Le paiement étant égal à l’une des dettes, toutes les dettes étant égales par ailleurs. Dans une telle situation, comme nous l’avons mentionné précédemment, le débiteur est évidemment libre d’imputer son paiement sur la dette de son choix. Il s’agit finalement du contexte idéal pour appliquer les dispositions relatives à l’imputation des paiements. En effet, comme le paiement est suffisant pour acquitter entièrement l’une des dettes et que toutes les dettes sont de la même quotité, l’imputation ne pose alors aucun problème puisque nous sommes assurés dans une telle situation que le créancier sera obligé d’accepter le choix du débiteur et qu’il n’y aura pas de surplus quant au paiement. Quant aux cas où le débiteur n’aura pas indiqué sur laquelle des dettes il désire que son paiement soit imputé, le créancier aura alors le loisir d’imputer lui-même le paiement de son débiteur comme le lui permet indirectement l’article 1571 du Code civil du Québec. Et finalement, si le créancier néglige également d’imputer le paiement, c’est l’article 1572 du Code civil du Québec qui décidera de l’imputation : il sera alors question de l’imputation légale.

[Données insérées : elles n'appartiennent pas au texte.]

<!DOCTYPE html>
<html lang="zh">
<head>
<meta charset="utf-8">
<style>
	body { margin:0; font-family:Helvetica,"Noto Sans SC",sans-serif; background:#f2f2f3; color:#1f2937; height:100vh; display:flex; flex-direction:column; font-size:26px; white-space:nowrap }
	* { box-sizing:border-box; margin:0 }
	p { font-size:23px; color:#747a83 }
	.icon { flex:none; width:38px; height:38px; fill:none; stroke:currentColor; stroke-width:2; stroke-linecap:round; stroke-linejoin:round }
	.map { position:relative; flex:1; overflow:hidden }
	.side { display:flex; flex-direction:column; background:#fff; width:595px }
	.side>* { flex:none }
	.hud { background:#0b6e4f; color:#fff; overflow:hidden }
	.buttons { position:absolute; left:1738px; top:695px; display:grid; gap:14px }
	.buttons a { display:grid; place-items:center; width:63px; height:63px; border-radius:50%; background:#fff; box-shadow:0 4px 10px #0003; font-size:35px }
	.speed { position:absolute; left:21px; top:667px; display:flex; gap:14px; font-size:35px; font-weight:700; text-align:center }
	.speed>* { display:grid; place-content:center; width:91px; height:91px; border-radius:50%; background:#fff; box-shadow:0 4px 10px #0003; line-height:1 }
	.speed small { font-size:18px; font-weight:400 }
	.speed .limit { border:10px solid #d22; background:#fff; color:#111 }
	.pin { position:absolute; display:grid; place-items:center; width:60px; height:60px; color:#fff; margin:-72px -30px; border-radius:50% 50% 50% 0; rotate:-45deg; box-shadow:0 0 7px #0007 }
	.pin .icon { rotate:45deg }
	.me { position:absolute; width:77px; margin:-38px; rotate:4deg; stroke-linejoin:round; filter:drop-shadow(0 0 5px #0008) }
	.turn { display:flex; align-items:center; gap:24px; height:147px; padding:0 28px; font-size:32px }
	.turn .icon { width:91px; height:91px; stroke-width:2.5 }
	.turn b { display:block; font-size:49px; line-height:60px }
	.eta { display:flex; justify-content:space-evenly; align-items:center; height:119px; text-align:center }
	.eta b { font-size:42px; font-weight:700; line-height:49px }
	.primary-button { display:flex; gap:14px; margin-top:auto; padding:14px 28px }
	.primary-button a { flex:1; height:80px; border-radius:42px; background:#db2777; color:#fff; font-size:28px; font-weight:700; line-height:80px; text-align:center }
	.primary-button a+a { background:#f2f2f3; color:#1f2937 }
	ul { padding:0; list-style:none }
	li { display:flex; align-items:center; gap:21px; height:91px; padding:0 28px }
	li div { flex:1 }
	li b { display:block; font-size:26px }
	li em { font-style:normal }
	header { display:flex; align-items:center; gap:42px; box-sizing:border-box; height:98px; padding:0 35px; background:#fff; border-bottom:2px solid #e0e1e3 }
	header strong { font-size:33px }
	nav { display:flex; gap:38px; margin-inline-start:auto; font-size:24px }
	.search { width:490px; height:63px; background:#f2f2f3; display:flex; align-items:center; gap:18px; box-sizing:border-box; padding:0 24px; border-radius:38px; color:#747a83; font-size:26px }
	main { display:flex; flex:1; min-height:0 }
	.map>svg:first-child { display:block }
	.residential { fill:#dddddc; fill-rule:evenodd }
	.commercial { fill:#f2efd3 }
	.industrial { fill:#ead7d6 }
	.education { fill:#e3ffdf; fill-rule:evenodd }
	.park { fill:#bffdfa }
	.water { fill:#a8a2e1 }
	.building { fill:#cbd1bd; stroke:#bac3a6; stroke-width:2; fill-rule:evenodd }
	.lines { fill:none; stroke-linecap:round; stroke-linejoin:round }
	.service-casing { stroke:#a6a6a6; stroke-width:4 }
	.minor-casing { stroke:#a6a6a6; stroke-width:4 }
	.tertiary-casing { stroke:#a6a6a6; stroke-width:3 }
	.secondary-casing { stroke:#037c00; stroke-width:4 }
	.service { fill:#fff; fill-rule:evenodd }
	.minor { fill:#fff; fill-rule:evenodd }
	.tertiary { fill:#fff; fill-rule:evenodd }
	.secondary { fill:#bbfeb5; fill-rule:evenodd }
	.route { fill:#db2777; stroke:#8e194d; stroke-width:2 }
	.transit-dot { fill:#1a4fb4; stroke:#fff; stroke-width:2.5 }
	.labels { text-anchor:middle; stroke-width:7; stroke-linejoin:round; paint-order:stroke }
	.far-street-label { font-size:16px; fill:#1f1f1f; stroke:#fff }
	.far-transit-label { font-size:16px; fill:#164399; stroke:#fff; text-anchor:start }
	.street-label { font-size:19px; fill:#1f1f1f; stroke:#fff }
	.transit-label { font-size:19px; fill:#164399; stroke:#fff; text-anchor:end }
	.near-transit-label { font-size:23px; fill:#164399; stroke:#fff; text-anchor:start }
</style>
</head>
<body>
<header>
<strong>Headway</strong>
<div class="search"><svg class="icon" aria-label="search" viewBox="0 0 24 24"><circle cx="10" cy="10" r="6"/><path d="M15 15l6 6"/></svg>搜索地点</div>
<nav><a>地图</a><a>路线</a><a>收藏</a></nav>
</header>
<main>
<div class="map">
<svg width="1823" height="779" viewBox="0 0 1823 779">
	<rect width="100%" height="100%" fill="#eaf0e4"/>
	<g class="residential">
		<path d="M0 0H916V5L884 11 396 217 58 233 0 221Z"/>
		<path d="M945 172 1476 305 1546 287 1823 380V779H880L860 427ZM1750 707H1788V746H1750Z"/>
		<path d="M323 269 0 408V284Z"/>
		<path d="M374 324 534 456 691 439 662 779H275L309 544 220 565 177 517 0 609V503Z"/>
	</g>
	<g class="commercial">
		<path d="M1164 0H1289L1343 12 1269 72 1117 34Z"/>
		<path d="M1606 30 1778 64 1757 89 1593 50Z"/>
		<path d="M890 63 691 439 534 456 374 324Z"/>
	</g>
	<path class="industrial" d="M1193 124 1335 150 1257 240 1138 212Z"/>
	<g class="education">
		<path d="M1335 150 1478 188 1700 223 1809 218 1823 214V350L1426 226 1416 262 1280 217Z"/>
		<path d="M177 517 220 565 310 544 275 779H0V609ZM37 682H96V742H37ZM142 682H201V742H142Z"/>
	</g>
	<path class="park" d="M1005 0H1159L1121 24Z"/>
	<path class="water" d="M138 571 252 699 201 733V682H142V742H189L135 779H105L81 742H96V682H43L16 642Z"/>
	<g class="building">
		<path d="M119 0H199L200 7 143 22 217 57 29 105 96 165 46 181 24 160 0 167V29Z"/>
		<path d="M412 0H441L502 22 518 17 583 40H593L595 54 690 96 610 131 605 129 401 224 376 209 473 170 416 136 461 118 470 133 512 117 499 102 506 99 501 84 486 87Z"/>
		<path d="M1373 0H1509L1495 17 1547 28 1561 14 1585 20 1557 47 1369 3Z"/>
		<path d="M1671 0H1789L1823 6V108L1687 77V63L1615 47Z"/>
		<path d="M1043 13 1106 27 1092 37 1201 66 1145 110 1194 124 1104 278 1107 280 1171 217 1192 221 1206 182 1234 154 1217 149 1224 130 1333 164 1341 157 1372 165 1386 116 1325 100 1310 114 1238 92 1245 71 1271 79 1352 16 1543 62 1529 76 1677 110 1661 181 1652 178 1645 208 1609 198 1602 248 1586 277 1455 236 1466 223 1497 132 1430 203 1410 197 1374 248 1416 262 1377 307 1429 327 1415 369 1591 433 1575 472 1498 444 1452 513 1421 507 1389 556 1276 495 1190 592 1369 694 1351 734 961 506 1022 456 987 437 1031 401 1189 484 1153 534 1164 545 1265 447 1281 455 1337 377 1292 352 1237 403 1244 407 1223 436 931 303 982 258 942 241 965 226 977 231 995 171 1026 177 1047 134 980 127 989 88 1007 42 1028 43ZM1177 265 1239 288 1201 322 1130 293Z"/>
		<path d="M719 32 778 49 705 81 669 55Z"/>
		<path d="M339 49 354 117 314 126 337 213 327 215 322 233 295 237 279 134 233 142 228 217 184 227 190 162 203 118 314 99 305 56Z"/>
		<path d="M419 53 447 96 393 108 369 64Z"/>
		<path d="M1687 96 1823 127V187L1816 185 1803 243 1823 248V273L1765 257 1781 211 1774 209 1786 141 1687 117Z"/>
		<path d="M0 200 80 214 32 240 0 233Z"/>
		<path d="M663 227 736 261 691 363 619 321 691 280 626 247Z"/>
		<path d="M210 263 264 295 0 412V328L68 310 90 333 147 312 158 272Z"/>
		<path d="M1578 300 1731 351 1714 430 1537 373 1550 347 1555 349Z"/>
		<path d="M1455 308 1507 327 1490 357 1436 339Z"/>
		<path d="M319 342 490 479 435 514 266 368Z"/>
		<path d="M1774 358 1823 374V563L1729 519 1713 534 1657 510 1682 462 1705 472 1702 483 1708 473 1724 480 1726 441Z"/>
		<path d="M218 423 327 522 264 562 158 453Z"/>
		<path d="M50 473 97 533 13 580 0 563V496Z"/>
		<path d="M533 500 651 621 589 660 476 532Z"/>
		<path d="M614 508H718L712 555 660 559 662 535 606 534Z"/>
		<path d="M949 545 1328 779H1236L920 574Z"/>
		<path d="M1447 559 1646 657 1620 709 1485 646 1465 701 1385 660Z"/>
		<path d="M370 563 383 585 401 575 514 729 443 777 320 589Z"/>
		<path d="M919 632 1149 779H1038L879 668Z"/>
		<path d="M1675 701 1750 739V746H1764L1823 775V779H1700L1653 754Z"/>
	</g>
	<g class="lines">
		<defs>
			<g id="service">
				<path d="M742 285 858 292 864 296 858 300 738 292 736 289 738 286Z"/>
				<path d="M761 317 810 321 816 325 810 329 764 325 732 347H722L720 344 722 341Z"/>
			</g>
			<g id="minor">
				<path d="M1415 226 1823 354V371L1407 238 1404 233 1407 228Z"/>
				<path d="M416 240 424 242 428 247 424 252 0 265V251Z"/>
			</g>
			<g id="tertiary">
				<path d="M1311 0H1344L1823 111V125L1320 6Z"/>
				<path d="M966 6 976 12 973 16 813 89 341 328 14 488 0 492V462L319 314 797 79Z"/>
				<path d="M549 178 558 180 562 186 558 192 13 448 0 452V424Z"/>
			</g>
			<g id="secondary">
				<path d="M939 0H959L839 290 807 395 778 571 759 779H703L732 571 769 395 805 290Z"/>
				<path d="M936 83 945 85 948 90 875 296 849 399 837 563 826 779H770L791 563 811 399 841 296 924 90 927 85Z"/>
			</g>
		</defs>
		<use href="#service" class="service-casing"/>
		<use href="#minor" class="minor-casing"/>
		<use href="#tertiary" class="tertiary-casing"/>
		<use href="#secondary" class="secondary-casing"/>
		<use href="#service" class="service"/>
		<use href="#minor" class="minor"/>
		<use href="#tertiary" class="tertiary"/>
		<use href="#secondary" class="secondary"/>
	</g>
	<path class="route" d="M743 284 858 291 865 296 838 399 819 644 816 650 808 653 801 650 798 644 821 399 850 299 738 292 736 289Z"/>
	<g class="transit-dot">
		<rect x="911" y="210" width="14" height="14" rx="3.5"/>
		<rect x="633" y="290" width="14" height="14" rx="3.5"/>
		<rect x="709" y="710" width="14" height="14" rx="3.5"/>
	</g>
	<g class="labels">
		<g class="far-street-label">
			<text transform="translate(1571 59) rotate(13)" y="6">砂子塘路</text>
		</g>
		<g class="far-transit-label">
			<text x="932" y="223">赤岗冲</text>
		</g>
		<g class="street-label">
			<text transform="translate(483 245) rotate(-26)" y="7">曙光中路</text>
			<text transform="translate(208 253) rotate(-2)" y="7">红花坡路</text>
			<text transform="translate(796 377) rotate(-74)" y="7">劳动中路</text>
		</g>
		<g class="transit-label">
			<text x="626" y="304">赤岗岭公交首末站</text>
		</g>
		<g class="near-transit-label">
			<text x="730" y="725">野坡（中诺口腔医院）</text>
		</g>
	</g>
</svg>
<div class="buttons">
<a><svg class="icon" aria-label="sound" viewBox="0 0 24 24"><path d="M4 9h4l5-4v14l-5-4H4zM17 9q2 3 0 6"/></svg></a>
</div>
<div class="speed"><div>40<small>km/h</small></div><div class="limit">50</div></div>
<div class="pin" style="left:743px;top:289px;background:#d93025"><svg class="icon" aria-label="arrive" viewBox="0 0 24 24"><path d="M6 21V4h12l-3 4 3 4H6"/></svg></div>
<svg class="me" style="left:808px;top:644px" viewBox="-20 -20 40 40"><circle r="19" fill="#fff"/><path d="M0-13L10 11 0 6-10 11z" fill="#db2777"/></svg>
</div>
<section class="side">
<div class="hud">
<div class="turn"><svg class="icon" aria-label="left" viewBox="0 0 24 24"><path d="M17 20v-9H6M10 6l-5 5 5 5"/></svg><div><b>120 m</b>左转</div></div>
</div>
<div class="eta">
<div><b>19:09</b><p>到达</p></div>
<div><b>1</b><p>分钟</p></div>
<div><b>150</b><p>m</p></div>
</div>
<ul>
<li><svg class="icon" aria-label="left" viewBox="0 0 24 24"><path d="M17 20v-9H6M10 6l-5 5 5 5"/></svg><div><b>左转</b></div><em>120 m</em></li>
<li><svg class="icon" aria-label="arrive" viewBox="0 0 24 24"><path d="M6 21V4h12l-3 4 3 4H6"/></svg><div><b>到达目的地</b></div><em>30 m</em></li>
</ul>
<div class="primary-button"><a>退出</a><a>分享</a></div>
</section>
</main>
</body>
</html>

Le paiement inférieur à n’importe laquelle des dettes. Dans cette situation, qui est finalement le contraire de la précédente, il va sans dire que nous aboutirons toujours avec un paiement partiel. Par conséquent, deux évidences s’imposent : le débiteur ne détient aucun choix quant à l’imputation et la suite des choses dépendra de l’acceptation ou non par le créancier d’un tel paiement. Le débiteur ne détient aucun choix, car avec l’application du principe voulant que le créancier ne puisse être contraint de recevoir un paiement partiel, cela implique que le débiteur n’est pas en droit de faire un paiement. Ainsi, par la force des choses, cela fait que le créancier devient le seul décideur quant au sort du paiement que lui propose son débiteur. Or, par ce droit, le créancier pourra soit refuser purement et simplement le paiement que lui offre son débiteur ou soit l’accepter. Dans ce dernier cas, il ne s’agira pas d’une imputation au sens du Code civil du Québec, mais d’une imputation bilatérale que chacune des parties accepte. Ce choix bilatéral devrait d’ailleurs être considéré comme une composante essentielle de l’acte juridique qu’est ce paiement. Donc, dans un tel cas, c’est l’acceptation du créancier qui rend parfait le paiement. Le débiteur n’impose alors aucun choix, il profite plutôt de la bonne grâce de son créancier qui, par ailleurs, peut avoir intérêt à accepter un tel paiement. Si le débiteur ne propose aucune imputation quant à son paiement partiel, le créancier est alors en droit de refuser le paiement ou encore de l’imputer sur la dette de son choix. Ceci nous mènera par contre à une autre difficulté : quels sont les droits du débiteur qui s’aperçoit que l’imputation faite par le créancier ne correspond pas à celui qu’il voulait au moment où il a fait le paiement? Comme nous l’avons expliqué précédemment, le débiteur ne pourra se prévaloir dans un tel cas de l’article 1571 du Code civil du Québec. Il ne lui restera comme seule option que de tenter de présenter une des causes de nullité des contrats. Cette option demeure ouverte puisqu’en n’indiquant pas sur laquelle des dettes il voulait que le paiement soit imputé, nous ne pouvons pas soutenir qu’il y a eu une acceptation bilatérale. Par conséquent, du point de vue du débiteur, l’imputation du créancier demeure attaquable sous le régime de la nullité des contrats pour vice de consentement.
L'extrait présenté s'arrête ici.